I’ve looked at this Talkartoon before. It was part of my sequence of Betty Boop firsts. This is credited as the first cartoon in which Betty Boop is named, and that’s half right. She’s named Betty, at least, which is a step up from what she’s been before. And it’s animated by Grim Natwick, at least according to Wikipedia; the animator goes unnamed by the actual credits. From the 23rd of May, 1931 — two and a half weeks after Twenty Legs Under The Sea — here’s the next Bimbo cartoon, Silly Scandals.
So in 1930 everyone who was capable of making a sound recorded a version of Walter Donaldson’s You’re Driving Me Crazy. I’m up for that. It’s a solid, catchy song about the sense of obsession with a lost love. And the singer avoids sounding terrible about their obsession. I’m surprised it hasn’t been used more in cartoons. But perhaps its use was limited by how the song doesn’t make sense unless there’s a credible target for this obsession in the cartoon. And once you get past Betty Boop there’s a shortage of female cartoon characters who are, at least in-universe, supposed to be sexy. Desirable, perhaps, but someone who could appear on stage with a racy song and not seem at least a bit ridiculous for doing it? Might have to wait for Jessica Rabbit there.
This is listed as one of the early Betty Boop cartoons. There’s good reason to call this Early Betty: she’s nearly reached the canonical character design. She’s got Mae Questel’s voice. She’s doing Betty Boop things: singing and receiving a male’s gaze. She’s not the lead of the cartoon; rather as in Dizzy Dishes, she’s just something that Bimbo stares at for the middle third of the picture. (Also as with Dizzy Dishes, someone else gets her “Boop-oop-a-doop” line.)
But it’s a Bimbo cartoon. He gets some nice business early on trying to sneak into the vaudeville theater. The best business is also the first bizarre visual gag here, his pulling up his own shadow to disguise himself as an umbrella. I like that sort of endlessly-morphing world joke in cartoons. They were more common in silent cartoons, which also tended to be high-contrast black-and-white stuff. Without having to worry about grey value or, worse, actual colors you could turn one shape into another with a minimum of distractions. After sneaking in there’s Betty’s song, and a bunch of standard someone’s-in-the-way-at-the-theater jokes.

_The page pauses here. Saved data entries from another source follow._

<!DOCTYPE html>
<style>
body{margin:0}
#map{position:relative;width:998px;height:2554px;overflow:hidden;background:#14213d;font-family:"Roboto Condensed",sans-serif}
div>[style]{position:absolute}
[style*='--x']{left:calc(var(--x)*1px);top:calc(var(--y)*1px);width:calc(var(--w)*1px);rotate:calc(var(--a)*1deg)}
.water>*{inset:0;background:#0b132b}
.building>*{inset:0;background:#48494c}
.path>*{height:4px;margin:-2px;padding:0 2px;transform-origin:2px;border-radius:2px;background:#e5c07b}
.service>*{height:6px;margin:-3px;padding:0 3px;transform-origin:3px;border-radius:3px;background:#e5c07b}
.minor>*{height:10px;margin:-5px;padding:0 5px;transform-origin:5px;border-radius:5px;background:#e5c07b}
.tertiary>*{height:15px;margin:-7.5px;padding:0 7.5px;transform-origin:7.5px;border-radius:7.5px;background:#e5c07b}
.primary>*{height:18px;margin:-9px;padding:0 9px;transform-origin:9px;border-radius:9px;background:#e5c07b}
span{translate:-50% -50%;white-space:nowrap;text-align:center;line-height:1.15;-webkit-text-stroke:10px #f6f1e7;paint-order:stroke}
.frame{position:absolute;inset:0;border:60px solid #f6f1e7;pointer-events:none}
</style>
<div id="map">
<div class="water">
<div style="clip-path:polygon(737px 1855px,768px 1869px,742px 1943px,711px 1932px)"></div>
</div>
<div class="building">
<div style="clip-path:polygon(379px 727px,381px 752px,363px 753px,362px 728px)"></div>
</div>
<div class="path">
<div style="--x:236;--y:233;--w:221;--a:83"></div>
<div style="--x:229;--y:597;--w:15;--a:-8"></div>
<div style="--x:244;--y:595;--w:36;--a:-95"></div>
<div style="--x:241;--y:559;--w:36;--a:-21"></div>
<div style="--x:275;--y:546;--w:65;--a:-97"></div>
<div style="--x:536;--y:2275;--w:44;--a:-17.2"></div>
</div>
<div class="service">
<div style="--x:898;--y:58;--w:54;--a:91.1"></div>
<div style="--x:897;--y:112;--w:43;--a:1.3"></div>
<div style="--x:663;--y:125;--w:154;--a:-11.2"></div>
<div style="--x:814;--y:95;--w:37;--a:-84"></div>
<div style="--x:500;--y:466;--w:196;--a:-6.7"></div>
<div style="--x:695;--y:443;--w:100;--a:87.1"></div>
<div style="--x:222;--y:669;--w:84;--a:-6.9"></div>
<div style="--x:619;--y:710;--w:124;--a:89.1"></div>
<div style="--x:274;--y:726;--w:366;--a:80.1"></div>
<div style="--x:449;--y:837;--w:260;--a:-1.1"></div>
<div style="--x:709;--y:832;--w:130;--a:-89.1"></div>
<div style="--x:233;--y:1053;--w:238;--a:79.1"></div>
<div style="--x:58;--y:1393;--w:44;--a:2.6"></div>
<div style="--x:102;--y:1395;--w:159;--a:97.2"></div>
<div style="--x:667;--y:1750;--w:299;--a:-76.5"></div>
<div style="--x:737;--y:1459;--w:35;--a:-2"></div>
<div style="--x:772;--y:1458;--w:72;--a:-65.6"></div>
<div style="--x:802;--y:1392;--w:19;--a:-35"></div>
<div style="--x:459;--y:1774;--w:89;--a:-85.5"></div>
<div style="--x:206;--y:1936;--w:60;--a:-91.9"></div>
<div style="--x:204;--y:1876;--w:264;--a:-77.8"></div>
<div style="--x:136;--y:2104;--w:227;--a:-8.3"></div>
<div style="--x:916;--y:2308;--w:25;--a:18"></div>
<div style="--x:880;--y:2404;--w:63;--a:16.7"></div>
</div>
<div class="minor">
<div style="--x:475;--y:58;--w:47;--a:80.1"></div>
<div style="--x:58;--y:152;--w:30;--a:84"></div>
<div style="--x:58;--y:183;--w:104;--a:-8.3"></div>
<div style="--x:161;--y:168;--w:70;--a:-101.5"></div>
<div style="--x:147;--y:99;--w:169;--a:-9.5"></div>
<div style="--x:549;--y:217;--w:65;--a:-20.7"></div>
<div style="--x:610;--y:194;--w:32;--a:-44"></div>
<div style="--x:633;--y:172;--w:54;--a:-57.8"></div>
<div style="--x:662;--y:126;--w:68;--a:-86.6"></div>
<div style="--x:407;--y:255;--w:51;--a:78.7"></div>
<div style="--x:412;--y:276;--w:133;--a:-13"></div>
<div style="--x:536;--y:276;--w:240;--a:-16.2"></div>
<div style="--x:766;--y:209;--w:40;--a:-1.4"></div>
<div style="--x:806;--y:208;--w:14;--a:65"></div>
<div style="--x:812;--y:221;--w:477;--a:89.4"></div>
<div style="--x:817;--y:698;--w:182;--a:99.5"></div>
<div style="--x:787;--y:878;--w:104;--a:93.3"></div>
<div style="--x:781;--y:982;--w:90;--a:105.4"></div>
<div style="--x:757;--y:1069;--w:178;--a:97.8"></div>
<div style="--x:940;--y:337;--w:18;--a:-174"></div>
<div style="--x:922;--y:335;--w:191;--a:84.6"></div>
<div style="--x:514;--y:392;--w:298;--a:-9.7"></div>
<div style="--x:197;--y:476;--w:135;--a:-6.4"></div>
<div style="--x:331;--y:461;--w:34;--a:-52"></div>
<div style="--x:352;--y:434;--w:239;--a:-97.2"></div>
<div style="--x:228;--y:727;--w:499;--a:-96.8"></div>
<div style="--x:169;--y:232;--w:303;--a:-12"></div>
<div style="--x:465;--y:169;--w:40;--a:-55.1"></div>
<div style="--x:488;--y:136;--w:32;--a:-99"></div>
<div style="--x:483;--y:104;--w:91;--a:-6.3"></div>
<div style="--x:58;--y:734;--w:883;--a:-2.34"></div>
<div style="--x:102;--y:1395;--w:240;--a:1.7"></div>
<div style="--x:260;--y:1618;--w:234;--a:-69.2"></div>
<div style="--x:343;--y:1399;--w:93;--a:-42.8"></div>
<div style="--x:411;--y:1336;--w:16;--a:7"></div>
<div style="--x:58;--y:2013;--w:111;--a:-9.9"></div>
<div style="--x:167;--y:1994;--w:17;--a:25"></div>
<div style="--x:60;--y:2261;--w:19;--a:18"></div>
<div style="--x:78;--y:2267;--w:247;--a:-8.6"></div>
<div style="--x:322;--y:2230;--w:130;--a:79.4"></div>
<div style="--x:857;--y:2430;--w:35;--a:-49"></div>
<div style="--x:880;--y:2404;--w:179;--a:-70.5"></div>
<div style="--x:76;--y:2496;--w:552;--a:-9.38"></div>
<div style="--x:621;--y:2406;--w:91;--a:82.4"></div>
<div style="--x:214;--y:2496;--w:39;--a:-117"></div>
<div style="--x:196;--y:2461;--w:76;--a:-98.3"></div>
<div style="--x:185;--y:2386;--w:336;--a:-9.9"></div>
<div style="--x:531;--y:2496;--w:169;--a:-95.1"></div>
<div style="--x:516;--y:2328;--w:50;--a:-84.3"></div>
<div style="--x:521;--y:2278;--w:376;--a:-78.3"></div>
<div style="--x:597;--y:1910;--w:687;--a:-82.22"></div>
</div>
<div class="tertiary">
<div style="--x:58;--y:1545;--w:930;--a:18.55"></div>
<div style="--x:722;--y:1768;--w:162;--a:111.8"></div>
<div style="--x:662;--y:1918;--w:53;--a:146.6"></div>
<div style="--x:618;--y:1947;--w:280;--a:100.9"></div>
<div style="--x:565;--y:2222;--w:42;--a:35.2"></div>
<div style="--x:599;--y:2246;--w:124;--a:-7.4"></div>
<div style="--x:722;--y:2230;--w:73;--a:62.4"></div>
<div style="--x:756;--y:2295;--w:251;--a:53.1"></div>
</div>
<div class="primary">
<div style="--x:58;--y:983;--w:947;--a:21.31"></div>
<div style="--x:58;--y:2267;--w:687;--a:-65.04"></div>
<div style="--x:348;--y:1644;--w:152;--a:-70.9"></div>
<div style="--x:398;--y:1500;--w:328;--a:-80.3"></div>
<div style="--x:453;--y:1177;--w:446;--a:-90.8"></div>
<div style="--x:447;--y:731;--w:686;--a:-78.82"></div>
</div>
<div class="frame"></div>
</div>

They’re done well enough, they’re just ordinary. And yeah, there’s a couple iterations of Betty’s dress falling down and revealing her bra. It’s not a very racy joke, but it is the sort of thing they’d never do after the Motion Picture Production Code got serious in 1934.
Bimbo once more ends up helpless and caught in a bizarre, surreal environment. It’s a good story shape. And it lets the cartoon close with a minute of weird body-morphing gags, hands and feet growing to weird shapes. And then 25 seconds of pure special effects, dancing circles and spirograph shapes and all that. It’s the sort of close that unimaginative people are joking about when they say the animators must have been on drugs back then. But it’s also structurally weird. The story has got the structure of “Bimbo transgresses/is caught/is thrown into a wild, surreal punishment” that he’s been through several times already. But the transgression — sneaking into the theater — isn’t one that the magician could have known about. Unless the transgression is just meant to be laughing at the flower trick not going according to plan. But that’s not a lot of transgression; if the magician can’t take someone giggling when a flower sasses him back, he’s in the wrong line of work.
There’s two blink-and-you-miss-it gags. The first, that I like better, is the curtain lifting to reveal two janitors shooting dice and getting the heck off stage fast. The other is just the curtain lifting again to show the tattered, ugly base. There is a solid bit of body horror, in the magician (meant to be the Faintly Mickey Mouse character this cartoon? He hasn’t got the ears but the snout and nose are evocative) terrifying a dog into becoming two strands of sausage links. Creepy stuff.